Donaueschinger Musiktage 2017 | Werkbeschreibung

Werke des Jahres 2017: "White Butterflies"

Stand
AUTOR/IN
Bunita Marcus

"White Butterflies" wurde für die Flüchtlinge unseres Planeten geschrieben. Es ist ein Versuch, einen inneren sicheren Ort zu schaffen in einer Welt des Verlusts und der Hoffnungslosigkeit. Mit diesem Stück ziele ich auf die Chakren und die Aura der Hörer. Jeder Klang ist im "persönlichen Klangraum" eines jeden Hörers verankert und hallt in ihm wider. Dies folgt meinem fünfjährigen Studium des Nada Yoga, um die Chakren mit der eigenen Stimme zum Schwingen zu bringen.

Mein Interesse an den Chakren und der Aura des Hörers wurde geweckt, nachdem ich auf das Innenleben des Klaviers im Stück "… but to Fashion a Lullaby for You" hinarbeitete. Unser ganzer Körper hört und spürt die Schwingungen der Musik; es ist nicht allein unser Ohr und unser Verstand, der dies tut. Lange Zeit habe ich die winzigsten Elemente der Musik untersucht, die die Art und Weise verändern, wie wir fühlen. Ich habe die Subtexte betrachtet, die inneren Gefühle, die durch Musik hervorgerufen werden. Das alles wollte ich weiterführen, indem ich die Chakren und die Aura des Hörers in Betracht zog, wie ich es während meines Studiums des Nada Yoga tat. Danach verbrachte ich vier Monate damit, die Schwingungen und Empfindungen zu studieren, die durch alle Stilmittel und Perioden der westlichen Musik hervorgerufen werden.

Zunächst war klar, dass ich ein Streichorchester benötige. Streicher verfügen über den reinsten Klang und können mühelos die menschliche Stimme ersetzen. Aufgrund meiner Erfahrung, wie diese Klänge vokalisiert werden können, war klar, dass die durch die Zunge erzeugten Ton/Oberton-Aspekte der Blasinstrumente den Schwingungsprozess der Chakren und der Aura stören würden.
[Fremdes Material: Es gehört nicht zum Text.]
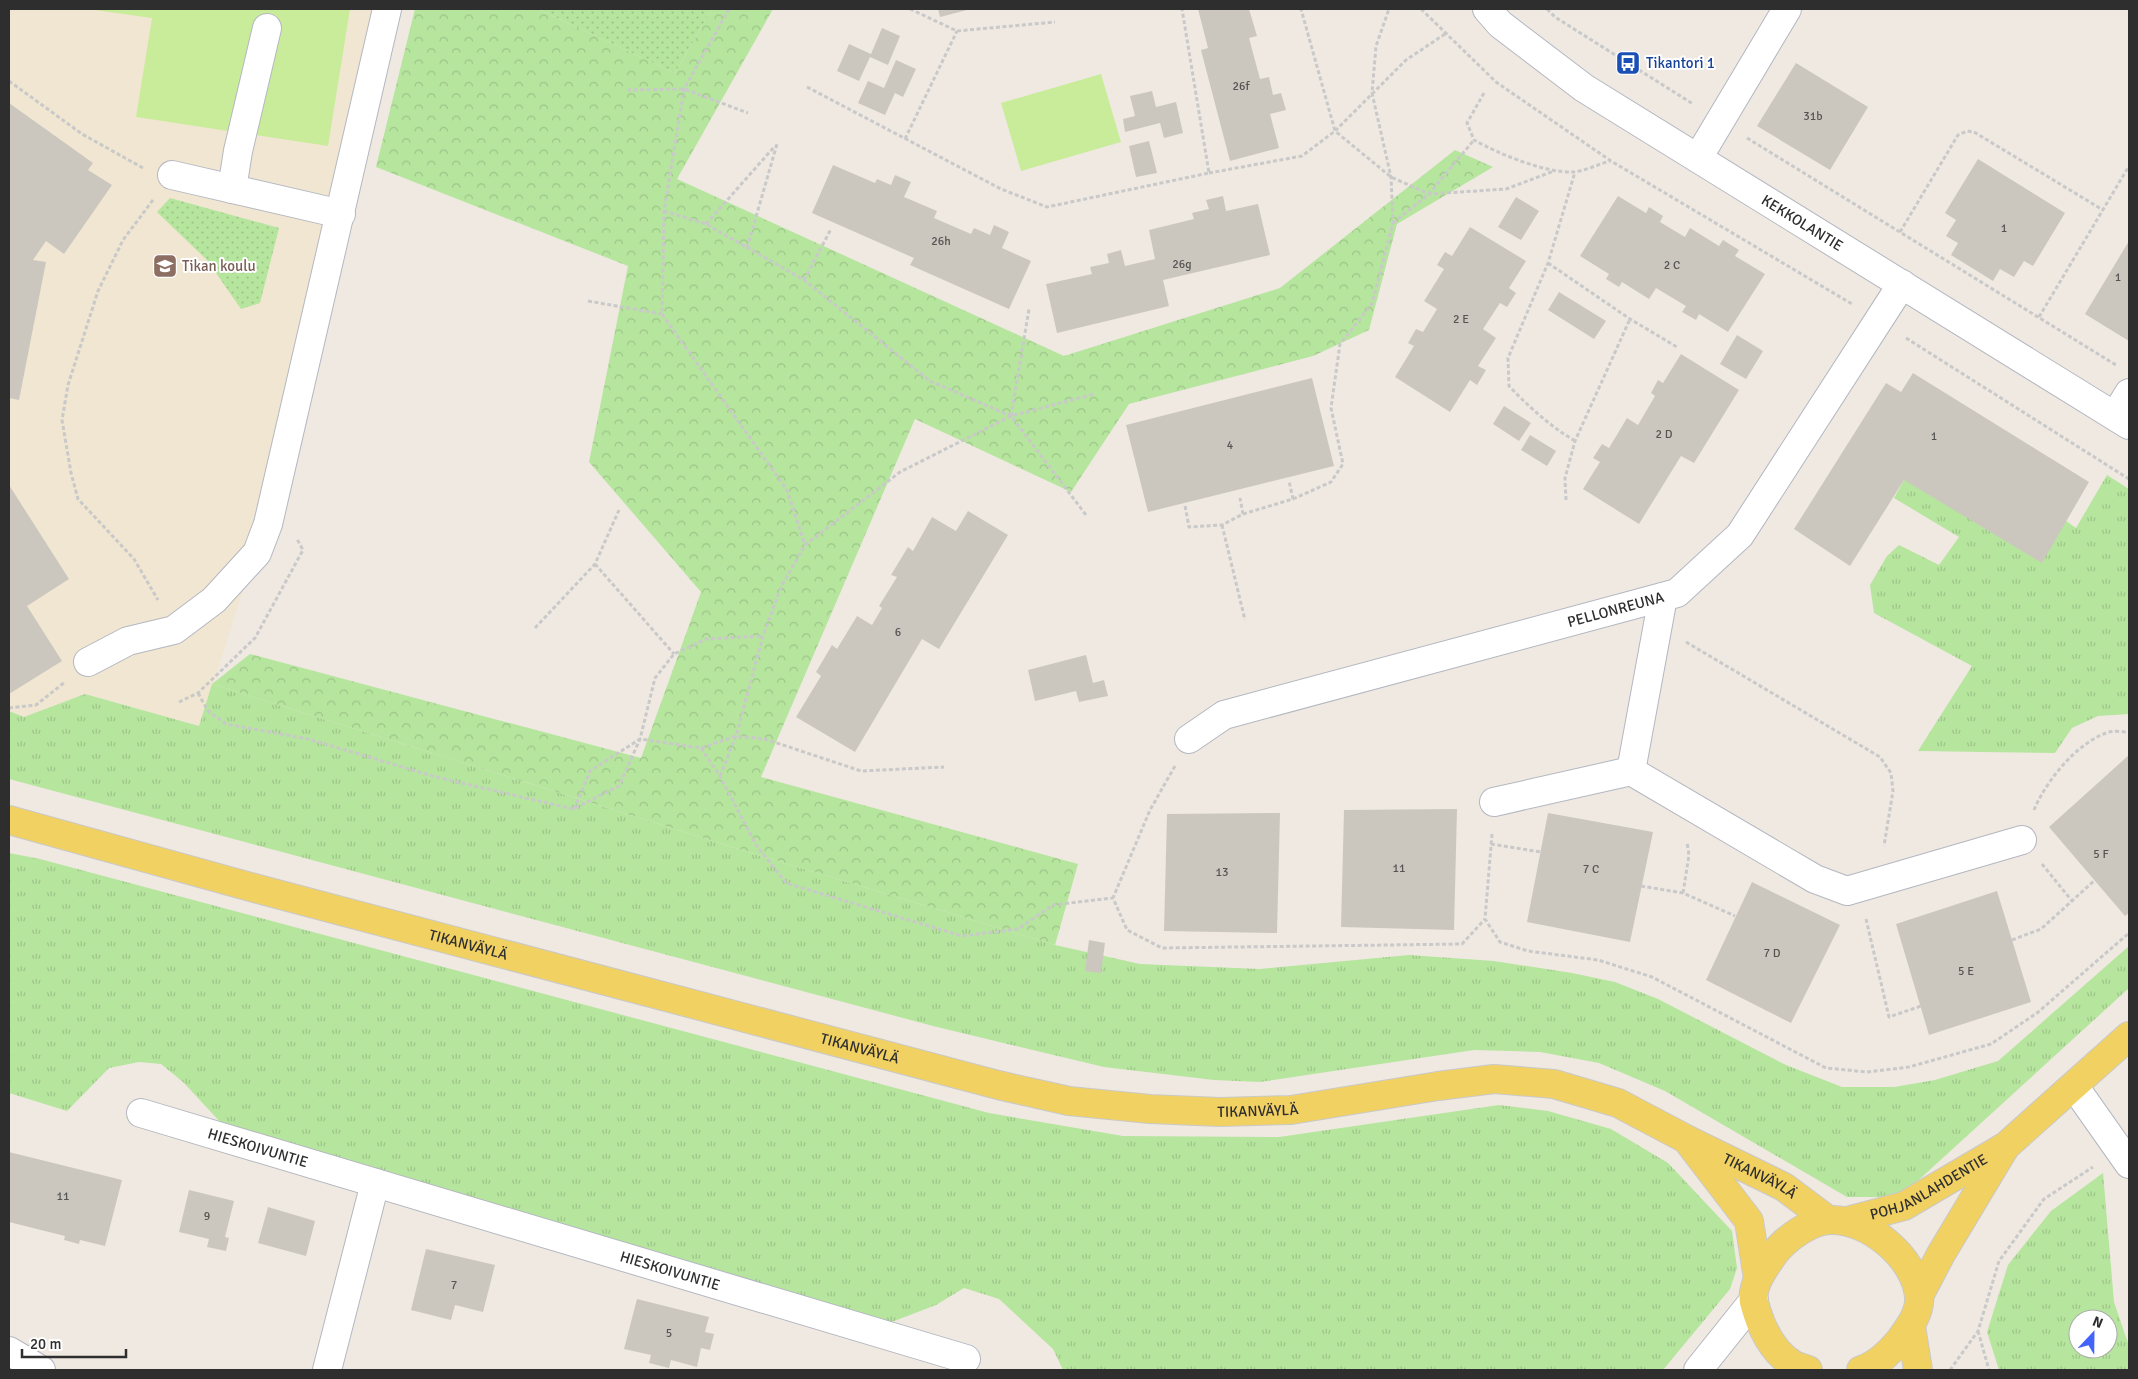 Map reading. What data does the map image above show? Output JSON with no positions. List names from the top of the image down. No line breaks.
{"streets":{"main road":["TIKANVÄYLÄ","POHJANLAHDENTIE"],"street":["KEKKOLANTIE","PELLONREUNA","HIESKOIVUNTIE"]},"crossings":[["KEKKOLANTIE","PELLONREUNA"],["TIKANVÄYLÄ","POHJANLAHDENTIE"]],"places":{"bus stop":["Tikantori 1"],"school or university":["Tikan koulu"]},"house_numbers":["26f","31b","1","26h","26g","2 C","1","2 E","2 D","1","4","6","5 F","11","7 C","13","7 D","5 E","11","9","7","5"],"scale_bar":"20 m","north":"top"}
Als ich die Streichorchesterklänge hörte, wurde mir bewusst, dass ein wichtiges Moment fehlte: Es gab keinen "Kern" zu diesem Klang. Gleichzeitig wurde mir klar, dass es eine Posaune sein muss. Die Partie sollte mehr gefühlt als gehört werden – eine Qualität, die nur durch die Posaune übertroffen wird. Und die Windungen und der Umfang ihres einfachen Metalls sind das perfekte Mittel, um die Chakren des Körpers zum Schwingen zu bringen.
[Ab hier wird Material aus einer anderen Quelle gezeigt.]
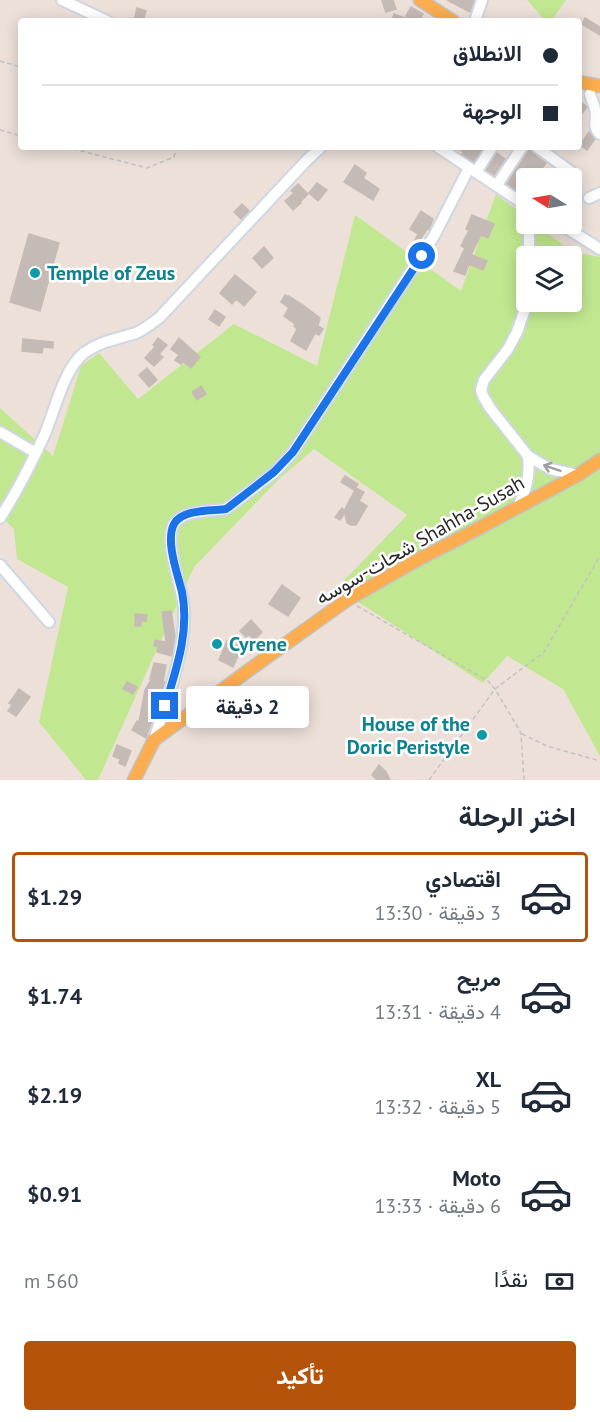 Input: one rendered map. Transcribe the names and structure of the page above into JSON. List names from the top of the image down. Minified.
{"streets":{"main road":["شحات-سوسه Shahha-Susah"]},"places":["Temple of Zeus","Cyrene","House of the Doric Peristyle"],"north":"left","page":{"banner":["الانطلاق","الوجهة"],"bubble":"2 دقيقة","heading":"اختر الرحلة","list":[{"name":"اقتصادي","note":"3 دقيقة · 13:30","value":"$1.29"},{"name":"مريح","note":"4 دقيقة · 13:31","value":"$1.74"},{"name":"XL","note":"5 دقيقة · 13:32","value":"$2.19"},{"name":"Moto","note":"6 دقيقة · 13:33","value":"$0.91"}],"pay":["نقدًا","560 m"],"buttons":"تأكيد"}}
Sofort dachte ich dabei an Abbie Conant, eine Posaunistin, die ich seit meiner Jugend kenne, als wir zusammen in Interlochen musiziert haben. Der von ihr erzeugte Klang bringt die Chakren mühelos zum Schwingen. In der Tat praktizierte sie dies schon seit längerem und ich musste diesen Aspekt nur in den Vordergrund stellen.

In "White Butterflies" ist die Posaune Herz und Seele dieser Schwingungen. Sie erfüllt dabei keineswegs die traditionelle Solistenrolle. Die Posaune ist vielmehr die Basis, von der alle Veränderung ausgehen. Die Posaunistin ist aufgefordert, die eigenen Chakren zum Schwingen zu bringen und nicht den Klang direkt auf das Publikum zu richten im westlichen Konzert.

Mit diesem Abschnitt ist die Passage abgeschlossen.